The investigators used multiple sources of data (an endpoint chart audit, billing data, and self-report) 24 months after exposure to the intervention. While all three intervention groups were more likely than the control group to have been screened within 24 months, no significant differences emerged between the intervention groups based on univariate or multivariate analyses.

Based on these three trials of varying sizes, moderate risk of bias and precise and inconsistent estimates, we graded the strength of the evidence as insufficient. The mixed results could be due to different factors used for targeting and tailoring across the three studies.

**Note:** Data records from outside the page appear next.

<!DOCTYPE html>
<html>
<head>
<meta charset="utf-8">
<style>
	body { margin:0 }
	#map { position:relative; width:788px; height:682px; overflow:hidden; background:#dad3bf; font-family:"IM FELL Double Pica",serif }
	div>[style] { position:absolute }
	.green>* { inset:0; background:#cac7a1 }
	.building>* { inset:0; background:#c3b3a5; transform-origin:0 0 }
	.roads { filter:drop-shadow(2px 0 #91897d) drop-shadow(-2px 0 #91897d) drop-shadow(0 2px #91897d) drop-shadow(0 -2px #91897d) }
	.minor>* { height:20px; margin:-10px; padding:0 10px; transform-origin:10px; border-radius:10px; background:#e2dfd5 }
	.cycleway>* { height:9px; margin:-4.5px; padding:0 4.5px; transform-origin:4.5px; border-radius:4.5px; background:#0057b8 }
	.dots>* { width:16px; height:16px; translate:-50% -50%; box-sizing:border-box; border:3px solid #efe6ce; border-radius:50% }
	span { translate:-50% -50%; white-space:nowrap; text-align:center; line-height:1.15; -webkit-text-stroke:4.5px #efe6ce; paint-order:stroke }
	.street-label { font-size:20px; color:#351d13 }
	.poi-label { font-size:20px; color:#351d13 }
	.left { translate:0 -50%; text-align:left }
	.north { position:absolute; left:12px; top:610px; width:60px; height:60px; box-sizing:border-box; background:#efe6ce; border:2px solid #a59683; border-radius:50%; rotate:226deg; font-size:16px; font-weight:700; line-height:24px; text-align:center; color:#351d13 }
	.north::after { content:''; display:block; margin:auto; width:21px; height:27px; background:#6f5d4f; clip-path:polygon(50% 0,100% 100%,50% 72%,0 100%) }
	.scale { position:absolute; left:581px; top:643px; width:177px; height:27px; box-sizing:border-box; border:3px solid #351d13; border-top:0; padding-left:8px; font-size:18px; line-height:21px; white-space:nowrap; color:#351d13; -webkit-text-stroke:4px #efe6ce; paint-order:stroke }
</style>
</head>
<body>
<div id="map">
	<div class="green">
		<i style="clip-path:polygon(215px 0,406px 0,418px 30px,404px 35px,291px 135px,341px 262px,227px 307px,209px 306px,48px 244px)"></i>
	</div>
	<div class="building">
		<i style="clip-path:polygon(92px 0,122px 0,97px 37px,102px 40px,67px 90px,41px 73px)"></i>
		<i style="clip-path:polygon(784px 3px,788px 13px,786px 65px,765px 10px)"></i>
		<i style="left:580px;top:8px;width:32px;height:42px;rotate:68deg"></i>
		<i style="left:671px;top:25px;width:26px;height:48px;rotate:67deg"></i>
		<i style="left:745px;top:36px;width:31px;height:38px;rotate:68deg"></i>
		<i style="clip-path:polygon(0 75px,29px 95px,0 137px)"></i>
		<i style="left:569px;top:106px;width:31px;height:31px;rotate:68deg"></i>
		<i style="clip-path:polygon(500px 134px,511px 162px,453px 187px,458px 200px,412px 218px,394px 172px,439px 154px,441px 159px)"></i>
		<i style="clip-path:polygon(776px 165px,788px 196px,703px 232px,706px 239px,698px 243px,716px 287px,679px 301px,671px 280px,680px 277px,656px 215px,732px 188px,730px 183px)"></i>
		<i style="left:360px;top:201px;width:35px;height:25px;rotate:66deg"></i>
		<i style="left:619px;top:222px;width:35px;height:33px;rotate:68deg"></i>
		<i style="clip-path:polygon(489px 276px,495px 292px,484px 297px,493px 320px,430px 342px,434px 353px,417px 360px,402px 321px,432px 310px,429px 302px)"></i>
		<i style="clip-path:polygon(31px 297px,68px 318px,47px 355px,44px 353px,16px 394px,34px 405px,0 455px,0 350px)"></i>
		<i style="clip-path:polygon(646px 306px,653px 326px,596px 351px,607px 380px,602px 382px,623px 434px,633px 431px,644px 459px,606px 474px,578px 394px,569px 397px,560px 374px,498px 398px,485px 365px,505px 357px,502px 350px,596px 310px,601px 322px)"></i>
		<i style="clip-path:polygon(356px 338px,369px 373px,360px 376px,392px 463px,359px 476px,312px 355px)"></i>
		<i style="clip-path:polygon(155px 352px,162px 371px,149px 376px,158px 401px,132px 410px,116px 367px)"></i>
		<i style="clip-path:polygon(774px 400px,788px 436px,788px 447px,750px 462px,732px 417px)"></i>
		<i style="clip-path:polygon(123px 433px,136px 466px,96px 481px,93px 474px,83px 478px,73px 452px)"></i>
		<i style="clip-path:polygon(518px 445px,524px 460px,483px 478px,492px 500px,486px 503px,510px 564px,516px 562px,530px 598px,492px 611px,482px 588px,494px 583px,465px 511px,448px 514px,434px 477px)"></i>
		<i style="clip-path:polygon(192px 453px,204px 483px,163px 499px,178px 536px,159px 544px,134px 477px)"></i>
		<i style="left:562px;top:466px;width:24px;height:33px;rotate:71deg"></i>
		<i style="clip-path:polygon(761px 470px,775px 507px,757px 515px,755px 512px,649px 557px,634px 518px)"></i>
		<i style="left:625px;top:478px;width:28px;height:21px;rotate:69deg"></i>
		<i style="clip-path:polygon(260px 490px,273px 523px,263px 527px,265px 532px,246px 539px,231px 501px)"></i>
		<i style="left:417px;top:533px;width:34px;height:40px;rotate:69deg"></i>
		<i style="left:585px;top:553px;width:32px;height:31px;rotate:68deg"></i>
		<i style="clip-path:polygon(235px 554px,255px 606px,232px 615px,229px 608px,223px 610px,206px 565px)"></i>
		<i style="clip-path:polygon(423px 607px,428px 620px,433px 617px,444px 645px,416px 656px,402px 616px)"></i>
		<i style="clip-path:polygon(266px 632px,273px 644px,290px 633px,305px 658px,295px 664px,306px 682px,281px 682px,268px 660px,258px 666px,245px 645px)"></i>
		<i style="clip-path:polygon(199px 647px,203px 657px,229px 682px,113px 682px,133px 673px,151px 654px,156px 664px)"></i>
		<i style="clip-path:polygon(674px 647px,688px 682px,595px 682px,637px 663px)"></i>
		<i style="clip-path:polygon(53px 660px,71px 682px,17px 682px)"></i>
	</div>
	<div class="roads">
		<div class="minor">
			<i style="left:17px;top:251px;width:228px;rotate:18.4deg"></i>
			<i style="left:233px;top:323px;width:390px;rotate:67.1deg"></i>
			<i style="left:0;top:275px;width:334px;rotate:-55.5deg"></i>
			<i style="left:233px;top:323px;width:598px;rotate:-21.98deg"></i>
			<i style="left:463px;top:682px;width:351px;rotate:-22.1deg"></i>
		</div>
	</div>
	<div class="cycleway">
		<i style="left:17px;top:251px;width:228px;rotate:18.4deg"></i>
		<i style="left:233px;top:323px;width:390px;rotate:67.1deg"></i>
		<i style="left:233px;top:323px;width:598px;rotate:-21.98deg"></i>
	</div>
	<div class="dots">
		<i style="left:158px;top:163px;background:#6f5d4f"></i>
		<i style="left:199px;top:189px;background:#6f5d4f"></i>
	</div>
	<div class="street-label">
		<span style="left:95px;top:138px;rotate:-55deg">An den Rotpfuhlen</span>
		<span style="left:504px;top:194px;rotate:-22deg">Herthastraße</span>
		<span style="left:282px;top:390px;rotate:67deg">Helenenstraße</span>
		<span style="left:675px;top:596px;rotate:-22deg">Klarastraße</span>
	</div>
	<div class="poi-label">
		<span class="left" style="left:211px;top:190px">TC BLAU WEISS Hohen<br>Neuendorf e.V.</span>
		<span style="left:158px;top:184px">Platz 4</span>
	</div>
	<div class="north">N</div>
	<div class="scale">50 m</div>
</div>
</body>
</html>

Targeting and Tailoring Versus Targeting Only

One large (N=5,500) trial developed and evaluated interventions to promote breast cancer screening in a nationally representative sample of U.S. women veterans.76 The trial included women ages 52 and older who were no longer on active duty. One group (targeted only) received a less personalized, targeted intervention; it included a letter for women to use to discuss mammography with her health care provider, educational booklets, and a pamphlet about mammography screening services available through the Veterans Health Administration (VA). Another group (targeted and tailored) received the same materials, but their tailored letter consisted of individualized messages that addressed each participant’s responses to questions on a baseline survey reflecting her attitude and opinions about screening, including her stage of readiness to be screened. A control group received no intervention. All groups completed the baseline survey.

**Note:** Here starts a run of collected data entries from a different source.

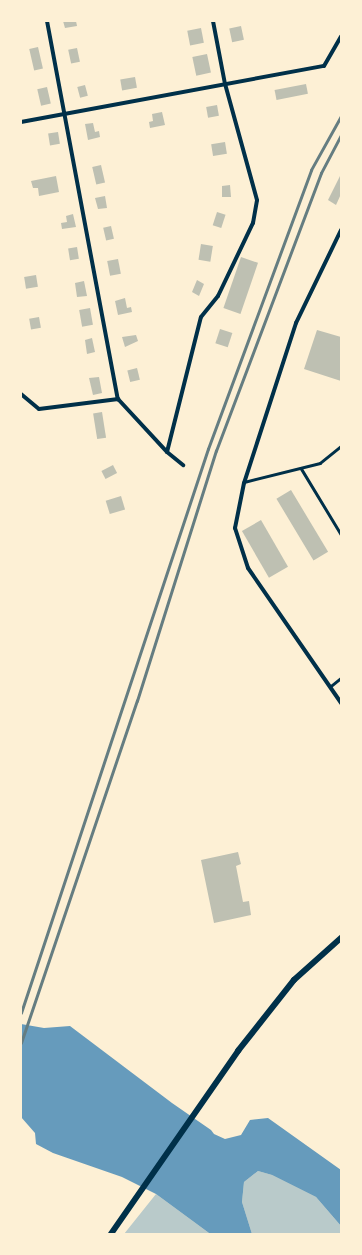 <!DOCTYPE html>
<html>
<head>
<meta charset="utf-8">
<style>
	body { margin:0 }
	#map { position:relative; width:362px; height:1255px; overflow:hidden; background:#fdf0d5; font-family:"Work Sans",sans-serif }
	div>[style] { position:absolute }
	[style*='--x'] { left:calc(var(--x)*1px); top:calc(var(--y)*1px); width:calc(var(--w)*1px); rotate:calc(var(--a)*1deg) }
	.green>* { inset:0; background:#b9caca }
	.water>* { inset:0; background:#669bbc }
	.building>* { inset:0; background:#bec0b2; transform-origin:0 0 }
	.service>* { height:2.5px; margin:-1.25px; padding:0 1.25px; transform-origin:1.25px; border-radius:1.25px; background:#003049 }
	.minor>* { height:4px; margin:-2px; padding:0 2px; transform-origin:2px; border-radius:2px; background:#003049 }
	.tertiary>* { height:5.5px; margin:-2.75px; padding:0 2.75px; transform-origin:2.75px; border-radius:2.75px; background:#003049 }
	.rail>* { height:2.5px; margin:-1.25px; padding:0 1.25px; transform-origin:1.25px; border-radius:1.25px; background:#657d81 }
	span { translate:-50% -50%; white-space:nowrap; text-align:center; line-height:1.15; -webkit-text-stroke:3px #fdf0d5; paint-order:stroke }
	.frame { position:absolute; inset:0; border:22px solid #fdf0d5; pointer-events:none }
</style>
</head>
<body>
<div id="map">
	<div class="green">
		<i style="clip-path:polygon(258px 1171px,272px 1175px,316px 1197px,341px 1226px,341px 1234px,252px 1234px,242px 1202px,244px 1182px)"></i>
		<i style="clip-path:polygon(156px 1194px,209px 1233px,211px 1234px,124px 1234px)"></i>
	</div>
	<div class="water">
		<i style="clip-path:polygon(21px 1024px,44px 1028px,70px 1026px,172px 1103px,211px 1130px,214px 1134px,225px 1139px,241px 1135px,250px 1120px,268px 1118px,341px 1170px,341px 1226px,316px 1197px,272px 1175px,258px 1171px,244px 1182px,242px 1202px,252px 1234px,209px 1233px,156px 1194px,122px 1177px,53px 1153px,36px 1144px,35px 1133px,21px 1117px)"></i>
	</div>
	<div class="building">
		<i style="clip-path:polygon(63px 21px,76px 21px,77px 26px,65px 28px)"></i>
		<i style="left:241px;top:26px;width:14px;height:12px;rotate:78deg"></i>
		<i style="left:201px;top:28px;width:15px;height:14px;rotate:79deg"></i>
		<i style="left:38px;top:47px;width:22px;height:9px;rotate:77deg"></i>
		<i style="left:77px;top:48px;width:14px;height:9px;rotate:78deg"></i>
		<i style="left:207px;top:54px;width:19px;height:15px;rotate:78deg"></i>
		<i style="left:135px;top:77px;width:11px;height:15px;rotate:80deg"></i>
		<i style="left:306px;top:84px;width:10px;height:32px;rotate:79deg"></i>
		<i style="left:85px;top:85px;width:11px;height:8px;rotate:75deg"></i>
		<i style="left:47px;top:87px;width:17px;height:10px;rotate:77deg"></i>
		<i style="left:217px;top:105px;width:11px;height:11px;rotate:80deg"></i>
		<i style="clip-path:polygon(162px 112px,165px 125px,150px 128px,149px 122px,153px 121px,152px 114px)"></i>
		<i style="clip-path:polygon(93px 123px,95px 132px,99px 131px,100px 137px,88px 140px,85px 124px)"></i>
		<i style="left:58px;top:132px;width:12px;height:10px;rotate:81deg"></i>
		<i style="left:225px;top:142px;width:12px;height:14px;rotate:81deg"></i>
		<i style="left:101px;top:165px;width:18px;height:9px;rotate:77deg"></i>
		<i style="clip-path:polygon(341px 174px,341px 194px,336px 205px,328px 200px)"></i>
		<i style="clip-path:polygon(56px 176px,59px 192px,39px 196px,38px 188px,33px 188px,31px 181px)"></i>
		<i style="clip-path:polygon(230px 185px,231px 197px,222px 197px,222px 186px)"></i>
		<i style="clip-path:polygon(105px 196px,107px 208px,98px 209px,95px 198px)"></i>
		<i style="left:217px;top:212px;width:9px;height:14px;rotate:18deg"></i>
		<i style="clip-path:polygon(73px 214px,76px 227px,62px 229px,61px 223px,67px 222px,66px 216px)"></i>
		<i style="left:111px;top:226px;width:13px;height:8px;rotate:77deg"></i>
		<i style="left:201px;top:244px;width:12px;height:16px;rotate:9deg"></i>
		<i style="left:77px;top:247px;width:12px;height:9px;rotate:81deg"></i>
		<i style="left:241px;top:257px;width:18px;height:54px;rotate:19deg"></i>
		<i style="left:118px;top:259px;width:15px;height:11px;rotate:79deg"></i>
		<i style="left:36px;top:275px;width:12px;height:12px;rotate:81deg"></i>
		<i style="clip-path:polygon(197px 280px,204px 284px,199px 296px,192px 292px)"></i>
		<i style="clip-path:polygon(84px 281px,87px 296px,77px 297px,75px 283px)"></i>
		<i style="clip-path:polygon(125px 298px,127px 308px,131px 307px,132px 312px,118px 315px,115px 301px)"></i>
		<i style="left:90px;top:308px;width:17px;height:11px;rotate:80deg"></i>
		<i style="left:39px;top:317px;width:11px;height:10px;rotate:80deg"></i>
		<i style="left:220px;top:329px;width:13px;height:15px;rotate:18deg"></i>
		<i style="clip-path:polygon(317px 330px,341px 337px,341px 381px,304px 369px)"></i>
		<i style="clip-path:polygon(136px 335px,138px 341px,125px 347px,122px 337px)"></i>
		<i style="clip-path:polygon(92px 338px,95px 352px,87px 354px,85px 340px)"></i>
		<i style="left:137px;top:368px;width:12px;height:10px;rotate:76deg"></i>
		<i style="clip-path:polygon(99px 377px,102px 393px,93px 395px,89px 378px)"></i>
		<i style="left:102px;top:412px;width:26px;height:9px;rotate:81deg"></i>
		<i style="left:113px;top:465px;width:9px;height:13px;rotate:63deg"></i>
		<i style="left:291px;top:490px;width:72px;height:17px;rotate:59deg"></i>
		<i style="left:121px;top:496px;width:14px;height:16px;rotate:73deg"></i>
		<i style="left:261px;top:520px;width:54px;height:22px;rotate:60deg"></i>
		<i style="clip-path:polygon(238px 852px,241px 864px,236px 866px,243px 902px,249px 901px,251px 915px,214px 923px,201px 860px)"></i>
	</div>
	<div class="service">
		<i style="--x:301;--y:468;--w:77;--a:58.8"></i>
		<i style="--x:244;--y:482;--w:78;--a:-14"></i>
		<i style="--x:320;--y:463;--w:27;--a:-39"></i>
		<i style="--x:331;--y:686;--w:13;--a:-39"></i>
	</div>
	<div class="minor">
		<i style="--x:47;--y:21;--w:385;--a:79.4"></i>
		<i style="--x:118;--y:399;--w:72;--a:47.2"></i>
		<i style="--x:167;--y:452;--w:21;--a:39"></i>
		<i style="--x:21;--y:122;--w:308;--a:-10.5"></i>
		<i style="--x:324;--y:66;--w:34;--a:-60"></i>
		<i style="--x:341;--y:230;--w:103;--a:115.8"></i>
		<i style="--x:296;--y:323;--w:168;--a:108"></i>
		<i style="--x:244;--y:483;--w:46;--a:101.3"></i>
		<i style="--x:235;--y:528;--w:42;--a:72"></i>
		<i style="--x:248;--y:568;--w:164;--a:55.4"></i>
		<i style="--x:21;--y:394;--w:23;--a:40"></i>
		<i style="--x:39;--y:409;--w:80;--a:-7.2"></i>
		<i style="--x:167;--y:452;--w:139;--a:-75.9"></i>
		<i style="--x:201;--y:317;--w:27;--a:-51"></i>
		<i style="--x:218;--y:296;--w:81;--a:-64.4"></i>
		<i style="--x:253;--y:223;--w:23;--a:-80"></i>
		<i style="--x:257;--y:200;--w:120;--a:-105.4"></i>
		<i style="--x:225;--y:84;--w:64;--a:-100.8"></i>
	</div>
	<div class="tertiary">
		<i style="--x:111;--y:1234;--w:223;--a:-55.2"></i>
		<i style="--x:238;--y:1051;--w:90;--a:-51.7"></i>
		<i style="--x:294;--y:980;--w:63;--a:-41.8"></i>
	</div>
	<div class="rail">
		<i style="--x:21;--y:1013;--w:594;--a:-71.66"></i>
		<i style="--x:208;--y:449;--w:297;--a:-69.7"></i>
		<i style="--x:311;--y:170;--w:62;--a:-60.9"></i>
		<i style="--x:21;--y:1043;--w:361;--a:-71.3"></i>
		<i style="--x:137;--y:701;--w:262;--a:-72.5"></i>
		<i style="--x:216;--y:451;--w:297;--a:-69.3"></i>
		<i style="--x:321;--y:173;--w:43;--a:-62.2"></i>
	</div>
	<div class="frame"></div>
</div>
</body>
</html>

The more intensive intervention (tailored and targeted) was no more effective than the less intensive intervention (targeted only) in terms of screening rates at 12 months (46.0% vs. 46.9% screened, respectively) and at 24 months after the intervention (24.8% vs. 24.8% screened, respectively). Further, differences between the both intervention groups and the control group at both time periods were not statistically significant based on multivariate analyses (namely, Cox proportional hazard modeling and intention to treat [ITT] analyses). Modified ITT was used to evaluate screening at 24 months because it was conditional on having a mammogram at 12 months. This single trial had low risk of bias and precise estimates given adequate power and thorough analyses, and we graded the strength of the evidence as low.